Friday, 7 February 2025

Syria 2025

 Another of Johns modern polmil matrix games, this time covering what happens in Syria after the overthrow of the Assad regime. John had sent out comprehensive briefings which included a veritable alphabet soup of the various factions involved. Fortunately I was cast as the USA, and as we were playing week long turns starting the week after the overthrow (so spanning the Inauguration) , I managed to get to play both President Biden and President Trump.


As ever with remote committee games, there isn't much eye candy I'm afraid. This is what I spent two evenings looking at. Glad I have my extra monitor. We had a lot of players for this one (eight? nine? I lost track in the chaos).

I had two mandatory objectives, which were fairly obvious. 
1. Establish a stable non sectarian government which didn't include any terrorists (particularly IS).
2. Ensure the Russians don't retain any bases in Syria
3. One of my choice, which I elected to be "No further expansion in the US ground presence"

In playing the game I also seemed to adopt three extra unofficial objectives of saving the Kurds, smashing IS all on my own and preventing another civil war breaking out. Team America, World Police. yay. That probably made my job harder than it needed to be.

The other players obviously had their own objectives, some of which harmonised with mine, some of which were in conflict. Figuring those out and trying to thwart them is one of the joys of this sort of thing.


John provided some useful maps, as well as extensive briefings on the various factions, their aims, motivations, who their foreign supporters are, who they dislike etc. as well as the global and regional powers with their fingers in the conflict.


This was the most useful map as it showed, as far as we know, the areas controlled by the various factions. As you can see, the Kurds control more of Syria than HTS do, much to the fury of Turkey. The main US base is that blue semi circle at the bottom, but there are other bases scattered around, particularly in the SDF area in the northeast. The Russian air and naval bases are in the northwest in that enclave around the coast in the HTS controlled area.


The regional map formed the basis for the game control board, which kept track of which factions were in government, who was in conflict, whether a state of Civil War existed and the current IS threat level.

This was the situation after six weeks of play (game time), just HTS and the Druze are in the government, the evil Turks having just pulled off a stunning coup by invading northern Syria and forcing the YPG (the main Kurdish faction) out of government.

I won't do a blow by blow account, but along with bashing IS (no-one else seemed remotely interested) I did support the gradual expansion of the coalition government and managed a great diplomatic coup to terminate the leases on the Russian bases.
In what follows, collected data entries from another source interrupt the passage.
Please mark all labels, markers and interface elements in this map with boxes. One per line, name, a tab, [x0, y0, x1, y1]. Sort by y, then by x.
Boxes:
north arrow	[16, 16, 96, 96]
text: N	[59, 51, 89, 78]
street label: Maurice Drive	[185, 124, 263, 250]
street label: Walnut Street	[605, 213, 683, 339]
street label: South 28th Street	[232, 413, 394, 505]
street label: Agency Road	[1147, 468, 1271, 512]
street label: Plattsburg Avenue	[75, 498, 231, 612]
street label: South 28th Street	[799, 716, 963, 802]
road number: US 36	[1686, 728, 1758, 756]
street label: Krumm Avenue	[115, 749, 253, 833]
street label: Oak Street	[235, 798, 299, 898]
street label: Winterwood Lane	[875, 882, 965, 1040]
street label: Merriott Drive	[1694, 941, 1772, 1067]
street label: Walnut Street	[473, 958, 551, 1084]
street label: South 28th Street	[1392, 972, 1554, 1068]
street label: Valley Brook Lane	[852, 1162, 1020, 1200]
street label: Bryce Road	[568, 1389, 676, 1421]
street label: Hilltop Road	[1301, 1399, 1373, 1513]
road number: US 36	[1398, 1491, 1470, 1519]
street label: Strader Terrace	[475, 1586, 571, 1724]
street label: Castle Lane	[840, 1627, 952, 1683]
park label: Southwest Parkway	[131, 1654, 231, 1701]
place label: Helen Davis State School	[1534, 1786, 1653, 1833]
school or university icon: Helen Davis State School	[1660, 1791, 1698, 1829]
The Turks and Russians ran around like bulls in a china shop however, as Erdogan released his army on a deliberate programme of terror against the Kurds with Russian(!) air support, while the Russians flew in Spetznaz units and fortified their bases. President Trump had a very direct phone call with President Erdogan to get him to wind his neck in, and the Ukrainians took advantage of the Russian pre-occupation with Syria to resume offensive operations in the Kursk oblast.

There was so much going on it was like playing whack-a-mole. In end, and much to everyones astonishment, we did have a fairly stable coalition government in Syria (mainly thanks to the diplomatic skills of John B) and they had even managed to eject the Russians from their bases. IS was back in its box and the US was able to start reductions in troop levels, the only dark clouds on the horizon was that the Alawites refused to participate in the coalition despite repeated efforts, and the Kurds had not obtained any degree of regional autonomy via federalisataion.

That was a really good game on an incredibly complex and confusing subject, and excellent primer on modern Syria, and a good model of the exteme diffculties of decision making and policy implementation in the region. At one point I did just think of washing my hands of the whole sorry mess, but it actually turned out OK in the end, thanks to the sensible leadership of HTS. I suspect the game outcome is somewhere towards the extreme end of likely favourable outcomes, but fingers crossed.

One bright idea which noone came up with was for the US to simply buy Syria, evict the occupants, and create a 'US Riviera on the Mediterranean'. Well, perhaps that is for a future game.